¹ Division of Endocrinology and Metabolism, Department of Biology, Faculty of Science, Utrecht University, Hugo R Kruyt Building, Padualaan 8, 3584 CH Utrecht, The Netherlands
² Laboratory of Cellular Biology, Department of Morphology, Institute of Biological Sciences, Federal University of Minas Gerais, Belo Horizonte MG 31270-901, Brazil
³ Department of Cell Biology, Faculty of Biology, University of Murcia, 30100 Murcia, Spain
⁴ Unité d'évaluation des risques écotoxicologiques, Direction des Risques Chroniques, Institut National de l'Environnement Industriel et des Risques (INERIS), BP 2, F-60550 Verneuil-en-Halatte, France
⁵ Research Group Reproduction and Growth, Institute of Marine Research, PO Box 1870, Nordnes, 5817 Bergen, Norway

(Correspondence should be addressed to J Bogerd or R W Schulz at Division of Endocrinology and Metabolism, Department of Biology, Faculty of Science, Utrecht University; J Bogerd; Email: j.bogerd{at}uu.nl, R W Schulz; Email: r.w.schulz{at}uu.nl)

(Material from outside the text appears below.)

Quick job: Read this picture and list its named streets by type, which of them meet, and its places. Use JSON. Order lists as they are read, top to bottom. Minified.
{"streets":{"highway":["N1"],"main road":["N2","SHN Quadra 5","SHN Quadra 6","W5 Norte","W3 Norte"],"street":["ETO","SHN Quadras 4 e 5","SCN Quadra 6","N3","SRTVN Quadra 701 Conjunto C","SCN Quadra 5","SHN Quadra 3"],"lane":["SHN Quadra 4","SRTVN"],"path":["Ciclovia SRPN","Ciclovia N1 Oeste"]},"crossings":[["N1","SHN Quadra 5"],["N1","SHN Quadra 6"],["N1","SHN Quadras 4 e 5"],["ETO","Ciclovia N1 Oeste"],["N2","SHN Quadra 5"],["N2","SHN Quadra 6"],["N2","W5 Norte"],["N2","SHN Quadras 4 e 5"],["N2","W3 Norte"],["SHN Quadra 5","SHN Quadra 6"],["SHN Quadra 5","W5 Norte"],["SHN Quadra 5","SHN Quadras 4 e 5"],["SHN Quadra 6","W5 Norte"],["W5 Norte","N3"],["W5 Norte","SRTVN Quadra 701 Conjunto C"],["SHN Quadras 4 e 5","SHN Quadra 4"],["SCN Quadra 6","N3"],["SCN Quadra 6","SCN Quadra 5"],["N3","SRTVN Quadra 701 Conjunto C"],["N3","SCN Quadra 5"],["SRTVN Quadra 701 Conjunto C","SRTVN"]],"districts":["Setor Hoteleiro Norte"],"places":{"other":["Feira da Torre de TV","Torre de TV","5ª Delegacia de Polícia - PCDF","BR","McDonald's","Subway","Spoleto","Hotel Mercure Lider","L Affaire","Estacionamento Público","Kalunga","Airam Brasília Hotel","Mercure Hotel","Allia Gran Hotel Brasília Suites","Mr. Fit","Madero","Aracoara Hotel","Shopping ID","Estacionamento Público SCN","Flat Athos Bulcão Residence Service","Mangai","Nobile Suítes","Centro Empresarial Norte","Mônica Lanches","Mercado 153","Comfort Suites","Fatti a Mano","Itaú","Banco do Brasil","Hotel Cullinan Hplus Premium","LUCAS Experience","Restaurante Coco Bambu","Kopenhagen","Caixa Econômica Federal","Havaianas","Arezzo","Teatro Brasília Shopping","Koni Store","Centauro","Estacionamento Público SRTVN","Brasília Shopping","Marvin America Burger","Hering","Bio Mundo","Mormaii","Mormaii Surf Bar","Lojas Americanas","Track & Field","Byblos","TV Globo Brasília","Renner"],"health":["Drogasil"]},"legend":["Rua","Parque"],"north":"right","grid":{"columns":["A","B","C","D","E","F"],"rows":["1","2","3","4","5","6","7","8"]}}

Androgens can induce complete spermatogenesis in immature or prepubertal teleost fish. However, many aspects of the role of androgens in adult teleost spermatogenesis have remained elusive. Since oestrogens inhibit androgen synthesis, we used an oestrogen-induced androgen depletion model to identify androgen-dependent stages during adult zebrafish spermatogenesis. Exposure to 10 nM 17β-oestradiol (E₂) in vivo at least halved the mass of differentiating germ cells (from type B spermatogonia to spermatids), while type A spermatogonia accumulated. Studies on the cellular dynamics revealed that a reduction of spermatogonial proliferation together with an inhibition of their differentiation to type B spermatogonia were the basis for the oestrogen-mediated disturbance of spermatogenesis. The capacity of the zebrafish testis to produce 11-ketotestosterone as well as the expression of steroidogenesis-related genes was markedly decreased after in vivo oestrogen exposure. Moreover, the androgen-release response to recombinant zebrafish Lh was lost after oestrogen exposure. We conclude that oestrogen exposure caused a state of androgen insufficiency in adult male zebrafish. Since the downregulation of the steroidogenic system as well as the disturbance of spermatogenesis in testicular explants exposed to E₂ ex vivo was much less severe than after in vivo exposure, the main inhibitory effect appears to be exerted via feedback inhibition of gonadotropin release. This experimental set-up helped to identify spermatogonial proliferation and their differentiation as androgen targets in adult zebrafish spermatogenesis.